Sono questi i ricordi di Silvius Magnago che conservo nella mia memoria di cronista che ha cercato di raccontare, come ha potuto, quegli avvenimenti e quegli anni. C'è il Magnago politico di vaglia, odiato insultato per anni anche da una certa parte del mondo politico italiano e poi, alla fine, apprezzato da tutti o quasi, esaltato con poco senso della misura. E c'è il Magnago "privato", sul quale si è detto, probabilmente, quasi tutto quel che c'era da dire, perché l'uomo è vissuto nella politica e per la politica. Ci sono però alcune storie minori che, a volte, val la pena di ricordare, se non altro per misurare quanto tempo è passato, come sono cambiati gli uomini e gli usi.

Il Magnago Presidente della Giunta si era risolto, ad un certo punto, a far installare nel suo ufficio un piccolo frigorifero dove conservare al fresco dell'acqua minerale e dei succhi di frutta da offrire agli ospiti che doveva ricevere. Quel frigo, mi si dice, era chiuso a chiave e la chiave era conservata nel taschino del Presidente, al quale, durante le lunghe sedute di Giunta, si doveva rivolgere l'assessore che avesse voluto dissetarsi con qualcosa di diverso da un bicchiere d'acqua di rubinetto.

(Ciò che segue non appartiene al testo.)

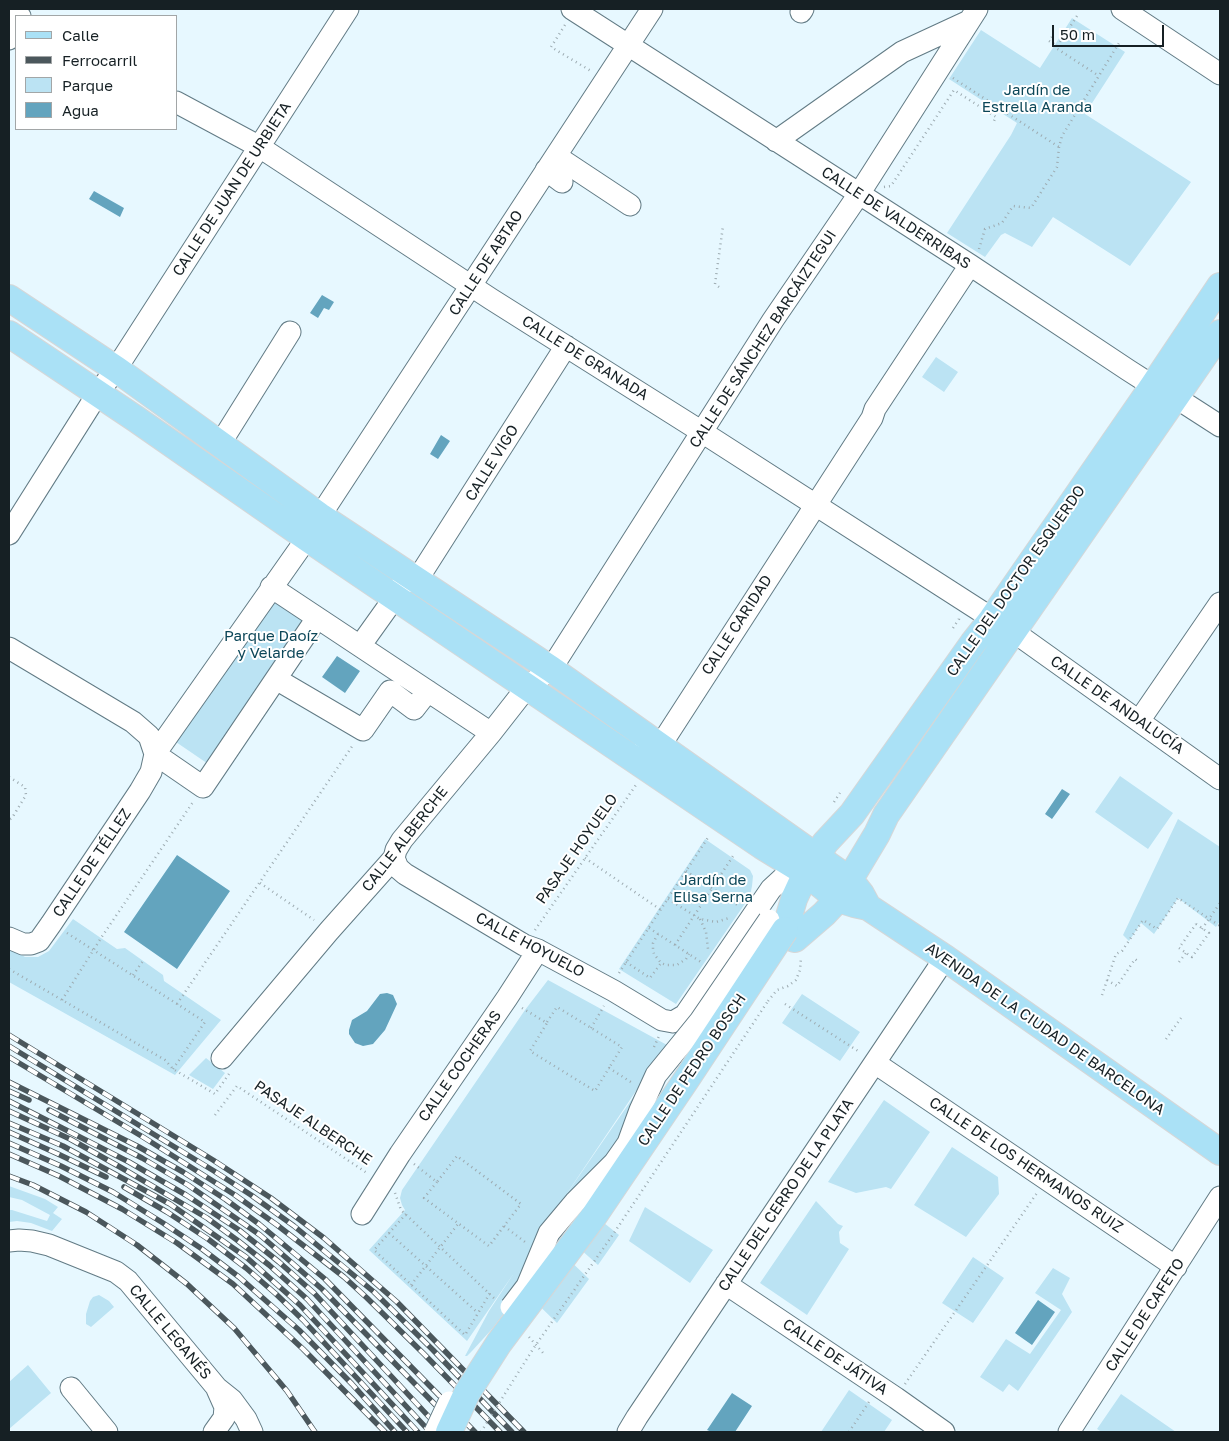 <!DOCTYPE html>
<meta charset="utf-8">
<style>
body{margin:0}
#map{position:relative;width:1229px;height:1441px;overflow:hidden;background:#e7f8ff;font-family:"Golos Text",sans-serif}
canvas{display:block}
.frame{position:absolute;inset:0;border:10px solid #162024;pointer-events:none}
.legend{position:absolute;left:15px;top:15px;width:162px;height:115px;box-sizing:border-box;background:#fff;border:1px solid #a2a6a7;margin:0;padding:6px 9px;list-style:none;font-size:15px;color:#162024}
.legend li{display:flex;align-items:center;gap:10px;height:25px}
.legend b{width:25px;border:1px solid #a2a6a7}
.scale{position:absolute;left:1052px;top:25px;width:112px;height:22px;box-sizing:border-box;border:2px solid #162024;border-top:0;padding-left:6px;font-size:15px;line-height:18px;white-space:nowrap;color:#162024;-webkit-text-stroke:4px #fff;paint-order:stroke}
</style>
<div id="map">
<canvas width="1229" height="1441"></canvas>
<div class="frame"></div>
<ul class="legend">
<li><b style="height:6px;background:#aae1f6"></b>Calle</li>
<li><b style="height:6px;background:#4b575c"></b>Ferrocarril</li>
<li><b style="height:14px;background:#bbe3f3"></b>Parque</li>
<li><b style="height:14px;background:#63a4be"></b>Agua</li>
</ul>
<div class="scale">50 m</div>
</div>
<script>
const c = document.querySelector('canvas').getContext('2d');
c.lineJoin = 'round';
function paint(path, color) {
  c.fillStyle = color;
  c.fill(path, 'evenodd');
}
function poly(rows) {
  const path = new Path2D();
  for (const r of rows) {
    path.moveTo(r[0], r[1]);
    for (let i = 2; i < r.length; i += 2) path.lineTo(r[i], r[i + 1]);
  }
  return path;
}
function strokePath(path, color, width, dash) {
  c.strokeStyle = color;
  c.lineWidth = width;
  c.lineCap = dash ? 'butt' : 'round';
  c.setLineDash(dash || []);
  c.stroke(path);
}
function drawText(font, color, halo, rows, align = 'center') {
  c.font = font + ' "Golos Text",sans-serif';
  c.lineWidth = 4;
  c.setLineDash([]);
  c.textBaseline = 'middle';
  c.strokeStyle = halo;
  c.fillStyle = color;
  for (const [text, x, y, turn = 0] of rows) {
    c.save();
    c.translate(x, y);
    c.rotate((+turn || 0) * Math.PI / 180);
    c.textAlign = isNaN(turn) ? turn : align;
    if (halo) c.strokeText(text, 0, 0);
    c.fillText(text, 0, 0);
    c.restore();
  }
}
const green = poly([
 [1072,18,1125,52,1085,114,1191,182,1130,266,1053,217,1032,247,1005,233,1001,235,985,257,947,233,1011,135,1017,123,949,79,981,30,1040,68],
 [936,357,958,372,944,392,922,377],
 [274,591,320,623,217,770,173,740],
 [1120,776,1173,813,1148,849,1095,812],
 [1178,819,1220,847,1220,921,1216,927,1178,898,1154,934,1141,923,1129,941,1123,935],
 [705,839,750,870,753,876,752,886,750,896,742,908,676,1004,619,969],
 [73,919,117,949,125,948,163,975,164,981,221,1020,175,1075,9,982,9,948,25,957,38,957,49,951],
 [548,980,667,1045,557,1208,643,1083,621,1139,579,1203,619,1235,598,1265,570,1240,561,1252,589,1279,557,1323,519,1286,505,1312,493,1328,472,1351,467,1356,465,1356,489,1311,514,1273,467,1341,369,1250,405,1210,402,1205,400,1198,402,1190,525,1010],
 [802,994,860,1032,840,1061,782,1023],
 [206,1058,225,1073,213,1089,189,1075],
 [884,1100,930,1132,891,1189,886,1187,856,1193,828,1182],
 [952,1147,998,1177,999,1194,966,1237,914,1205],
 [9,1186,45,1199,58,1207,53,1213,62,1219,52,1231,31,1223,17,1221,9,1222,9,1210,12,1210,47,1221,50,1215,22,1200,9,1197],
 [816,1201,838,1224,843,1226,839,1232,840,1243,849,1249,807,1315,760,1283],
 [645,1207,713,1250,690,1283,629,1241],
 [973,1257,1004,1278,973,1323,942,1303],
 [1053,1268,1070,1278,1062,1294,1072,1312,1018,1391,1009,1384,1003,1392,980,1377,1006,1339,1030,1354,1061,1310,1035,1293],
 [99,1295,109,1301,114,1307,91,1327,86,1324,86,1314,90,1301,93,1297],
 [28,1365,51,1393,9,1429,9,1382],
 [849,1390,892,1420,884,1432,821,1432],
 [1121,1394,1176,1432,1102,1432,1097,1429]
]);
const water = poly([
 [94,191,124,208,120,217,89,199],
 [322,295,334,302,329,310,324,308,318,318,310,313],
 [441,435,450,441,438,459,430,454],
 [337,656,360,671,345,693,322,677],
 [1062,789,1070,794,1052,819,1045,814],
 [177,855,230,891,177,969,124,932],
 [387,993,393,995,397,1004,385,1030,373,1044,363,1046,355,1043,349,1034,349,1030,352,1020,367,1011,380,994],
 [1038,1300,1055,1312,1032,1345,1015,1333],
 [732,1393,752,1406,735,1432,712,1432,707,1430]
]);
const path = poly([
 [1077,16,1056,48,1099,76],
 [565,25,551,47,591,71],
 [1052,37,1049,41,1057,46],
 [953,78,1059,147],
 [884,187,891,186,954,90,996,117,993,123],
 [979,249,985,229,1002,223,1013,206,1031,208,1057,167,1059,147,1062,136,1119,43],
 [719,287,715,284,723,226],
 [953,628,959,619,959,618],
 [9,777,25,787,26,795,12,818,9,820],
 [834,802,840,793],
 [585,858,661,910],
 [686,871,739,906],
 [260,883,314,920],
 [668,899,700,919,716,922,729,918],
 [700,919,706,932,708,949],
 [1196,924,1209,933,1192,957,1179,948,1196,924],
 [649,928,701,962],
 [1202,929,1220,903],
 [535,930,636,785],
 [67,933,205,1022,173,1069],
 [658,934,653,943,653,949,654,954,661,963,666,965,677,965,686,959,689,954],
 [675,945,735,853],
 [626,962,650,978,661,963],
 [1179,962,1186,953],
 [9,969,165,1060,173,1069,215,1094,229,1074],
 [619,973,709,836],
 [133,975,143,961],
 [1107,980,1117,986,1135,959,1139,962],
 [1102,995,1116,954,1122,951,1143,920,1157,929,1178,898,1220,926],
 [62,1000,101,938,193,802],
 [768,1001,777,990,788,986,796,980,800,970,801,958],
 [177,1004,353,745],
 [785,1004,858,1051],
 [522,1008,547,1023,530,1051,595,1091,609,1068,634,1084],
 [547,1022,557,1007,622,1047,609,1068],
 [591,1028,604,1006],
 [1166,1039,1181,1018],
 [654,1047,659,1036],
 [215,1115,237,1086,367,1173],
 [414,1164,437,1182,457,1156,521,1204,504,1226,525,1242],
 [437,1182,424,1198,489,1246,504,1226],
 [395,1193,401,1210,495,1299],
 [406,1214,374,1250,465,1335,490,1293],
 [389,1233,477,1312],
 [411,1285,458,1224],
 [529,1337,544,1354],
 [905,1384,1037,1193],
 [849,1432,869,1402]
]);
const minor = poly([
 [572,9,970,265,1128,370,1153,386,1175,397,1220,426],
 [1122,9,1220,74],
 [9,10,20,16],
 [801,12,803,9],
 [9,39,16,26],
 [176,102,258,146,491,299,702,432,1021,637,1220,779],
 [776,141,902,52,969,21],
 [556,156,630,205],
 [546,170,562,182],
 [220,444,290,332],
 [305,516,320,516,652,9],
 [9,534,98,393,116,369,348,9],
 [307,538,155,754,203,787,317,618],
 [403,582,417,580,566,346],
 [271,587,491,733],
 [360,646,395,597],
 [9,648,133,722,149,736,155,754,151,772,140,791,51,924,39,941,31,944,23,944,9,938],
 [276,679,363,730,390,691,414,709,428,691],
 [1139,721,1220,603],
 [644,750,660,746,872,418,875,409,970,265],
 [394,858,398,868,405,874,524,945,538,950,614,991,662,1020,673,1022,685,1015,771,889,784,877,806,873],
 [222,1058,329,931,394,858,396,850,402,840,491,733,527,687,551,669,773,320,859,194,977,9],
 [875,1063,1176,1267],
 [362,1214,400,1154,507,998,538,950],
 [9,1241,19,1240,32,1241,49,1245,116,1272,128,1281,217,1388,232,1400,246,1419,252,1432],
 [726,1284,896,1398,944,1432],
 [71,1388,107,1432],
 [214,1432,224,1418,225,1407,217,1389],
 [628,1432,637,1417,945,958],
 [1069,1432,1220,1197]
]);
const major = poly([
 [9,298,116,369,320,516,551,669,817,857,850,880,861,894,868,907],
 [9,334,136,419,307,538,762,846,806,873,838,899,854,904,868,907,945,958,1220,1152],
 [785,930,794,899,806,873,817,857,825,843,852,814,973,643,992,619,1153,386,1220,286],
 [795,939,824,914,838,899,877,834,886,815,1220,333]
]);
const rail = poly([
 [9,1035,213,1160,271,1198,324,1238,397,1302,524,1432],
 [9,1046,214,1171,251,1195,294,1226,374,1292,433,1350,512,1432],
 [9,1057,143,1137,235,1195,277,1225,344,1277,367,1298,424,1354,500,1432],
 [9,1082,139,1147,183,1172,225,1199,259,1224,325,1279,475,1432],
 [9,1091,29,1100],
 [9,1101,129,1162,186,1195,239,1230,279,1262,314,1293,443,1432],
 [49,1110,142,1158,188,1185,260,1235,322,1289,462,1432],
 [9,1111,70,1139,120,1167,207,1218,237,1240,269,1265,307,1299,430,1432],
 [9,1123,63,1146,170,1204,246,1257,300,1305,418,1432],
 [9,1132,58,1154,106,1177],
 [9,1143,61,1166,113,1192,163,1223,202,1249,239,1277,299,1330,352,1384,395,1432],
 [9,1154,59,1176,122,1209,177,1243,233,1284,303,1349,385,1432],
 [9,1176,33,1185,86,1212,137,1245,187,1284,234,1328,287,1391,315,1432],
 [124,1187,167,1212,208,1239,246,1268,276,1294,303,1320,407,1432]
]);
const pathBridge = poly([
 [481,1432,533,1349,614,1233,768,1001]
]);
const minorBridge = poly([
 [511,1307,527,1286,549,1233,575,1202,614,1163,628,1143,640,1110,656,1075,700,1021,769,920],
 [435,1432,449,1402]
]);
const majorBridge = poly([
 [449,1432,467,1393,499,1343,594,1216,686,1080,785,930]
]);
const parkNames = [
 ["Jardín de",1037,90],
 ["Estrella Aranda",1037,107],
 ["Parque Daoíz",271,636],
 ["y Velarde",271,653],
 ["Jardín de",713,880],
 ["Elisa Serna",713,897]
];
const streetNames = [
 ["CALLE DE JUAN DE URBIETA",232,189,-57],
 ["CALLE DE VALDERRIBAS",896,218,33],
 ["CALLE DE ABTAO",486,263,-57],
 ["CALLE DE SÁNCHEZ BARCÁIZTEGUI",763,339,-57],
 ["CALLE DE GRANADA",585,358,32],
 ["CALLE VIGO",492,463,-58],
 ["CALLE DEL DOCTOR ESQUERDO",1016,581,-55],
 ["CALLE CARIDAD",737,625,-57],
 ["CALLE DE ANDALUCÍA",1117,705,35],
 ["CALLE ALBERCHE",405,839,-52],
 ["PASAJE HOYUELO",577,849,-55],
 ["CALLE DE TÉLLEZ",92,863,-56],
 ["CALLE HOYUELO",530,945,28],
 ["AVENIDA DE LA CIUDAD DE BARCELONA",1045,1029,35],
 ["CALLE COCHERAS",460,1066,-55],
 ["CALLE DE PEDRO BOSCH",692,1070,-56],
 ["PASAJE ALBERCHE",313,1123,34],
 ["CALLE DE LOS HERMANOS RUIZ",1026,1165,34],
 ["CALLE DEL CERRO DE LA PLATA",786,1195,-56],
 ["CALLE DE CAFETO",1145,1315,-57],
 ["CALLE LEGANÉS",170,1332,50],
 ["CALLE DE JÁTIVA",835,1357,34]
];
paint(green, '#bbe3f3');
paint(water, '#63a4be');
strokePath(minor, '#627b85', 23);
strokePath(major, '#d5d7d8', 28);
strokePath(path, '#9dabb1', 2.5, [1, 4]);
strokePath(minor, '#fff', 21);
strokePath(major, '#aae1f6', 26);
strokePath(rail, '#4b575c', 5.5);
strokePath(rail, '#fff', 4, [11]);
strokePath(minorBridge, '#627b85', 23, []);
strokePath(majorBridge, '#d5d7d8', 28, []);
strokePath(pathBridge, '#9dabb1', 2.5, [1, 4]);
strokePath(minorBridge, '#fff', 21);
strokePath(majorBridge, '#aae1f6', 26);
drawText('15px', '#0b4658', '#fff', parkNames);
drawText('15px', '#162024', '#fff', streetNames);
</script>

Non vale la pena, su queste cose, impiantar lezioni di morale nei confronti di nessuno. Servano solo a ricordarci da dove tutti siamo partiti, dall'epoca nella quale l'Alto Adige era una tra le regioni  più depresse d'Europa, guidata sul cammino verso la ricchezza di oggi, da uomini che avevano ben chiaro cosa fosse la vera povertà.